Head and neck squamous cell carcinoma (HNSCC) stems from the epithelia of the aerodigestive tract, including the oral cavity1. The prevalence of HNSCC is increasing worldwide, with nearly 800,000 new diagnoses and 350,000 cancer-associated deaths annually1,2,3. Similar to other types of cancer, metastasis to distant organs is the most common cause of death in HNSCC patients. Metastasis is a complex multistep process that includes epithelial-mesenchymal transition (EMT), which is highlighted by reduced expression of E-cadherin through upregulation of EMT-activating transcription factors (EMT-TFs), such as Zeb proteins4,5.

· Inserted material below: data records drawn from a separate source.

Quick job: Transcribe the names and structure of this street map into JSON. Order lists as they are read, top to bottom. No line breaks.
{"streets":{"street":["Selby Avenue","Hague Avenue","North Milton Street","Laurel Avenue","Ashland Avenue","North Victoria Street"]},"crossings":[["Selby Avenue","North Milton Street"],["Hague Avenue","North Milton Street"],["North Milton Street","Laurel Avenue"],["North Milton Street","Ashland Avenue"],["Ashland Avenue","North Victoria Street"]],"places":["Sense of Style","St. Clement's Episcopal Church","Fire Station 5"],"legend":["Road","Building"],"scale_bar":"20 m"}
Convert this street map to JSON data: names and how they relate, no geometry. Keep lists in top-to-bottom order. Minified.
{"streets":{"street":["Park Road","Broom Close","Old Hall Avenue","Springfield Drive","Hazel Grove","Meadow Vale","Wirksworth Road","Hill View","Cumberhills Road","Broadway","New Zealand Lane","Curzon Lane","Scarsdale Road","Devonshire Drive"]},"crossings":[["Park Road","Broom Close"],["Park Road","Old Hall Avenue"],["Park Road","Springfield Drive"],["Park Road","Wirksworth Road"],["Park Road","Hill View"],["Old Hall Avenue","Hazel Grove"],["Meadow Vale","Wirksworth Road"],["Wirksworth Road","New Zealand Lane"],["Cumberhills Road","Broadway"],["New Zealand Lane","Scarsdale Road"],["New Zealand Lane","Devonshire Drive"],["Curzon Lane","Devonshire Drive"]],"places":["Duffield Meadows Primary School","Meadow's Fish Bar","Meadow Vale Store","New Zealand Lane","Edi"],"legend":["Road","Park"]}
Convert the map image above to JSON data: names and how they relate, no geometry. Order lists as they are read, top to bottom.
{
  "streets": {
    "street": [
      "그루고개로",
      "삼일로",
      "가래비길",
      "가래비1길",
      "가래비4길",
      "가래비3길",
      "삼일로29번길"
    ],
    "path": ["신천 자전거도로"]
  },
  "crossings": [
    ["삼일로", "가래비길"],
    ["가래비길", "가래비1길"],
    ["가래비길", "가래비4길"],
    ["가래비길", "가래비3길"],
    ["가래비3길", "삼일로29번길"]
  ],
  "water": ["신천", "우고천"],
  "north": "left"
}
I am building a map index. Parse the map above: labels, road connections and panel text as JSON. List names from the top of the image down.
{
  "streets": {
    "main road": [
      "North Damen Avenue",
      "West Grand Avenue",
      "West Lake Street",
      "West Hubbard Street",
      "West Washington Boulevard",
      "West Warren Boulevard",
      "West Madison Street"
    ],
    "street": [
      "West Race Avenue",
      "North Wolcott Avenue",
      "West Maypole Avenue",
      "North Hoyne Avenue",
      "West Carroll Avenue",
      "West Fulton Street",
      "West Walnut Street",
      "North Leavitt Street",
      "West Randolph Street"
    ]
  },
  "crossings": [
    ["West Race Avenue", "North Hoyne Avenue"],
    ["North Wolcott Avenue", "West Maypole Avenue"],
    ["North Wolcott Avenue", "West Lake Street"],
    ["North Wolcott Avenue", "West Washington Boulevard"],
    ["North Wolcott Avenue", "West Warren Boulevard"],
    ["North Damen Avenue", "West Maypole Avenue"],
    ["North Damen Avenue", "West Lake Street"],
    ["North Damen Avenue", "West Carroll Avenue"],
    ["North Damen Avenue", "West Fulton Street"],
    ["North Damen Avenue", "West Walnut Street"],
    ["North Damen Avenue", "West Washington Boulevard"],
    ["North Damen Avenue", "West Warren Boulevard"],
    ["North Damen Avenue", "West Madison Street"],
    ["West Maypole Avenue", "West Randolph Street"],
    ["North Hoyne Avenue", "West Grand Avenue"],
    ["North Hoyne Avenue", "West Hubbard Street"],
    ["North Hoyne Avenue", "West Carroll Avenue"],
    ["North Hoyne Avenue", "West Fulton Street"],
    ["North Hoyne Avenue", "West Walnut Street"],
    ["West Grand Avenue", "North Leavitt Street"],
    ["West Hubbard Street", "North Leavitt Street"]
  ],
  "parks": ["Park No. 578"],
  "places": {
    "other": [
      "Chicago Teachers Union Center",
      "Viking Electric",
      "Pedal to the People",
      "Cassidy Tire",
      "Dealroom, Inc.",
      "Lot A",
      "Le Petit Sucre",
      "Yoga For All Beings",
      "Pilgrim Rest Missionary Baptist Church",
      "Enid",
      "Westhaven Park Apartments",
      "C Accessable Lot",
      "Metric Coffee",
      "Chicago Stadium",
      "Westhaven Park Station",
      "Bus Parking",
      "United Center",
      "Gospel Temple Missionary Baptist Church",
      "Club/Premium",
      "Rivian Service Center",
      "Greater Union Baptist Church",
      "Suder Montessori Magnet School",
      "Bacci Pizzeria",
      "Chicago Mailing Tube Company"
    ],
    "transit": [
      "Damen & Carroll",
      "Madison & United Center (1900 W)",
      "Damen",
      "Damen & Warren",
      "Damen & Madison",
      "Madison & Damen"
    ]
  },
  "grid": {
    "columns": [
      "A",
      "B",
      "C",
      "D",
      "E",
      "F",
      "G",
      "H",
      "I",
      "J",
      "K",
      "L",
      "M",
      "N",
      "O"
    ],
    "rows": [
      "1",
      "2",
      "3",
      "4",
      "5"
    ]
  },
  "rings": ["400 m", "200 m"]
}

Identified as a Rab4 and Rab11 effector protein, Rab coupling protein (RCP) originates from the RAB11FIP1 gene and is associated with the proliferation and progression of various cancers6,7. In particular, RCP is overexpressed in numerous types of cancer, including HNSCC, and augments cancer invasion and metastasis8,9,10,11. Mechanistically, RCP promotes cancer cell EMT and metastasis by protecting β1 integrin from lysosomal digestion and activating EGFR6,11. In addition, RCP participates in EphA2 trafficking during cell repulsion12 and mediates mutant p53-induced cancer invasiveness13,14. However, RCP has also been suggested as an important negative regulator in Her-2-positive breast cancer through the lysosomal degradation of Her-215.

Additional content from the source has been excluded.